• [Brief] Please return every line of the records below that contains the word "halo".

• [Exercise materials]
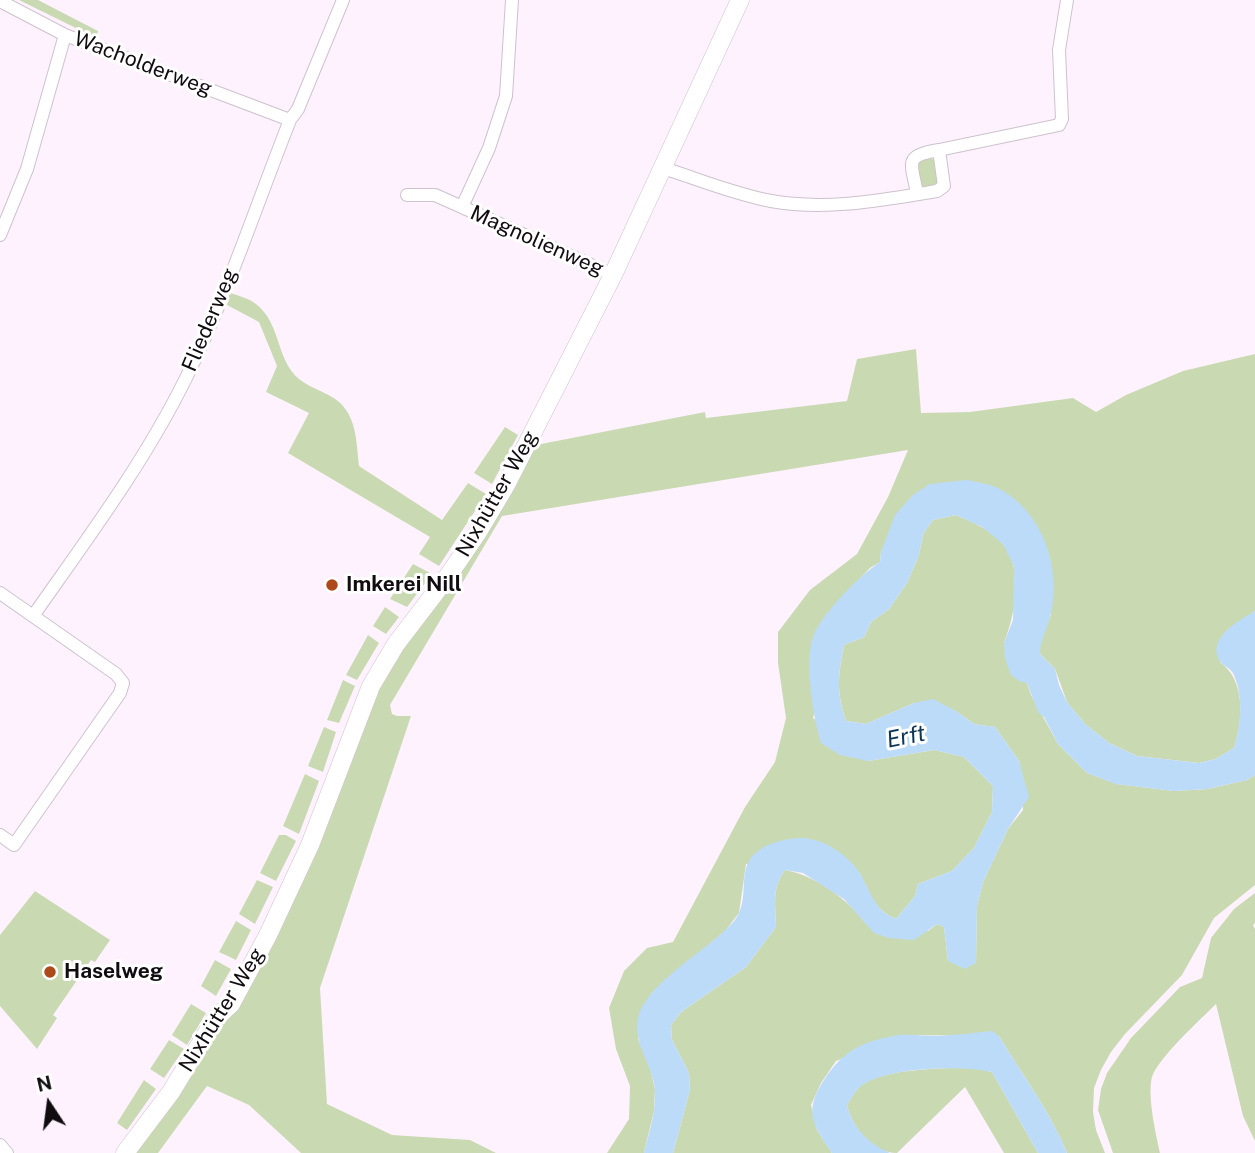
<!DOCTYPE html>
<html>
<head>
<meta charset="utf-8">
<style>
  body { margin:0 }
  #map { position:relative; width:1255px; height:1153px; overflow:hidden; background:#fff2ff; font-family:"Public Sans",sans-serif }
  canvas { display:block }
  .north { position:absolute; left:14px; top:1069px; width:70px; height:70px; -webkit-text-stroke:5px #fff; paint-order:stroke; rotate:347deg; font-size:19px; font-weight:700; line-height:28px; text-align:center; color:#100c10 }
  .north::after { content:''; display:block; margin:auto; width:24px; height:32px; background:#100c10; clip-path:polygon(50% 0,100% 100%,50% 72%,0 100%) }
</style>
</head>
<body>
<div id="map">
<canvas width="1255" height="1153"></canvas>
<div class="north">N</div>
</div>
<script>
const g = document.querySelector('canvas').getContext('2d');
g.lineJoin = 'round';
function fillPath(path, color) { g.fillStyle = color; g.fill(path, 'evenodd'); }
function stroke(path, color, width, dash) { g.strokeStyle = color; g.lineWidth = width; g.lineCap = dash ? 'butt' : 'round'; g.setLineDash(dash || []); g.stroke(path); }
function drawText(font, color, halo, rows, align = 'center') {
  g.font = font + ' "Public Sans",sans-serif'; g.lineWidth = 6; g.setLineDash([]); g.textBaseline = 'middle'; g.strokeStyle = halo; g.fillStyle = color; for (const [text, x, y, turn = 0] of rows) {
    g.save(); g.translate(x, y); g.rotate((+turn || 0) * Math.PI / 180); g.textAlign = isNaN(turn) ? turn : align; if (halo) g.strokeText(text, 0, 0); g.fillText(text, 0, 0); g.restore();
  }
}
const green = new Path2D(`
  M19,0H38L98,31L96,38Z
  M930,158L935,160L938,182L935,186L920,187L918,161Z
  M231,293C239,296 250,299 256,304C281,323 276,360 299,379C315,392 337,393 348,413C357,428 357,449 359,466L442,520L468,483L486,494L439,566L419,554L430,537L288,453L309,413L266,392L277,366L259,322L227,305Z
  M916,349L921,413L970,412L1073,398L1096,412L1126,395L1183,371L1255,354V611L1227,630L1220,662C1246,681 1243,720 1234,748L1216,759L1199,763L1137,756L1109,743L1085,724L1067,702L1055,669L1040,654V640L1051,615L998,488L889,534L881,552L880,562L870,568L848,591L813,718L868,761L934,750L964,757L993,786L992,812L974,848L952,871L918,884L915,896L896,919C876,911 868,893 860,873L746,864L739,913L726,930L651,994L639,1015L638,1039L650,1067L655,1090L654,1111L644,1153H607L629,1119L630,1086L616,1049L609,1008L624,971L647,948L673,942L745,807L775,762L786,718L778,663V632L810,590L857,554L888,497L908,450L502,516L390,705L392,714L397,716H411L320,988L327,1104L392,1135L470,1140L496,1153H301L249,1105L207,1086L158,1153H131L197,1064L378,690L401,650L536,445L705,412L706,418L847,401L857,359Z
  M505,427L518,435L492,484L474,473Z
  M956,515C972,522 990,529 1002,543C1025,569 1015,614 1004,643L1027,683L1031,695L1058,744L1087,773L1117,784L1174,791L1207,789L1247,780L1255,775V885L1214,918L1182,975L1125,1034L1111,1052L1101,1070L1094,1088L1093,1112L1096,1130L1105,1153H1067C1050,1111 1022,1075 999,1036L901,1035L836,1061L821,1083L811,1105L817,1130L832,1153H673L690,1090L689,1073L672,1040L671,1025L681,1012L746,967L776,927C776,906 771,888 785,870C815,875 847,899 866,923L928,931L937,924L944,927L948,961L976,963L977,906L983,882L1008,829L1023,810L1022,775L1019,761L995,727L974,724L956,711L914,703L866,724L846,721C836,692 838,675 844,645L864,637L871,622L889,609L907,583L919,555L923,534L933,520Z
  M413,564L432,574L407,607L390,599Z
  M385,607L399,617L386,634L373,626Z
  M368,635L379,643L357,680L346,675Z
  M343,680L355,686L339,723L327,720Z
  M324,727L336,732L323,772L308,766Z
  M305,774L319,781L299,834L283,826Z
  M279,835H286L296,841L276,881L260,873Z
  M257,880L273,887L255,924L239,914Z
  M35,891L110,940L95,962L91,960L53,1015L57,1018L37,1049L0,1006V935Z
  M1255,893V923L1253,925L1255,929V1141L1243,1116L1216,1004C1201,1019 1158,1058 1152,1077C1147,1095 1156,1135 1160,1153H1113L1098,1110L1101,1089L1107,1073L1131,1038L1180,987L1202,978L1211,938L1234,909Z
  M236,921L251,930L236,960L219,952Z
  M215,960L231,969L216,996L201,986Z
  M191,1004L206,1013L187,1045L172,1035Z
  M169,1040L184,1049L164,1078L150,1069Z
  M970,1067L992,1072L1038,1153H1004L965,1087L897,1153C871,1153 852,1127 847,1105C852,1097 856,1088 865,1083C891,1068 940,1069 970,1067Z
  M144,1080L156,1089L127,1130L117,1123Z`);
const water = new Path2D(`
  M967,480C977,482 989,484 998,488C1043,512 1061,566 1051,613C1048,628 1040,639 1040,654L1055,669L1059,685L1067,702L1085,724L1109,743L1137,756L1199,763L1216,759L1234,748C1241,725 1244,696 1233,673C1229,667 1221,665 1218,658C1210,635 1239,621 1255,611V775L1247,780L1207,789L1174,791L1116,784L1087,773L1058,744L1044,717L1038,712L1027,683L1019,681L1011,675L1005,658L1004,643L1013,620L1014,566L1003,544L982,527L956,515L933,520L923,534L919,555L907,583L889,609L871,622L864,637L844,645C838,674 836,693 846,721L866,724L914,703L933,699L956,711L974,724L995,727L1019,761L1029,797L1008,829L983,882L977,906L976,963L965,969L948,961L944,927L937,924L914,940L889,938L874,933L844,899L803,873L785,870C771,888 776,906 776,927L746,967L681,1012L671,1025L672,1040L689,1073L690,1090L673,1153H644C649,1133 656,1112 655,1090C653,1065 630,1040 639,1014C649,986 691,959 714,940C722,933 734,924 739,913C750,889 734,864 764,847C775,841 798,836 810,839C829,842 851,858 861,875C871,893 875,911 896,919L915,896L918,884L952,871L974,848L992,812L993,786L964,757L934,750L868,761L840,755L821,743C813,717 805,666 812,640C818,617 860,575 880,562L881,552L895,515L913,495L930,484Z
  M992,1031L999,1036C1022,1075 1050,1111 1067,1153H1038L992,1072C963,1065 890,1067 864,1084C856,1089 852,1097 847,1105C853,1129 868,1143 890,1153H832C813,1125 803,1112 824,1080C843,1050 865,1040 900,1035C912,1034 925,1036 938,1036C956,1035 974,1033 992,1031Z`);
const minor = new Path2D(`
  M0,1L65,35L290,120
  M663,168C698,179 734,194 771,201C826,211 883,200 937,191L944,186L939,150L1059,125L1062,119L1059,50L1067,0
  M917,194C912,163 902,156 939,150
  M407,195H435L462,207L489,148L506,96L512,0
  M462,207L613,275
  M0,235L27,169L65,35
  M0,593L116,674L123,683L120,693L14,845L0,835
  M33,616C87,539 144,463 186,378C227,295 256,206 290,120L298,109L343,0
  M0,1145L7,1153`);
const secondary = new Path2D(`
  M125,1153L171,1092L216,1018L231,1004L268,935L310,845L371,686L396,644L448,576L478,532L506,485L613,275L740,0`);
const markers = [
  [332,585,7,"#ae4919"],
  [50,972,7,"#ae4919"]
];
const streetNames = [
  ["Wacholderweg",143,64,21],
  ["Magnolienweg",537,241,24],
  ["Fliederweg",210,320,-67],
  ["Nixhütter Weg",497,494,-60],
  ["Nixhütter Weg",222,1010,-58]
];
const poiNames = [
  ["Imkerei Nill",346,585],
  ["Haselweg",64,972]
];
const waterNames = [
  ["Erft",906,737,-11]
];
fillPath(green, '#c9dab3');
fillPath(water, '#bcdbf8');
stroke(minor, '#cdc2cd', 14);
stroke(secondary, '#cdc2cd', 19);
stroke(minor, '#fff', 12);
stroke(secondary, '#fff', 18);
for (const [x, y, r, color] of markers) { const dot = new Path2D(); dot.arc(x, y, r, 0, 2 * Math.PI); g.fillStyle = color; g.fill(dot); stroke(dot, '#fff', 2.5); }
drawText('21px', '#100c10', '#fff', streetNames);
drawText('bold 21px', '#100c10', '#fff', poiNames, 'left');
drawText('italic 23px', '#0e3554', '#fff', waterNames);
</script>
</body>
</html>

• [Answer section]
function drawText(font, color, halo, rows, align = 'center') {
  g.font = font + ' "Public Sans",sans-serif'; g.lineWidth = 6; g.setLineDash([]); g.textBaseline = 'middle'; g.strokeStyle = halo; g.fillStyle = color; for (const [text, x, y, turn = 0] of rows) {
    g.save(); g.translate(x, y); g.rotate((+turn || 0) * Math.PI / 180); g.textAlign = isNaN(turn) ? turn : align; if (halo) g.strokeText(text, 0, 0); g.fillText(text, 0, 0); g.restore();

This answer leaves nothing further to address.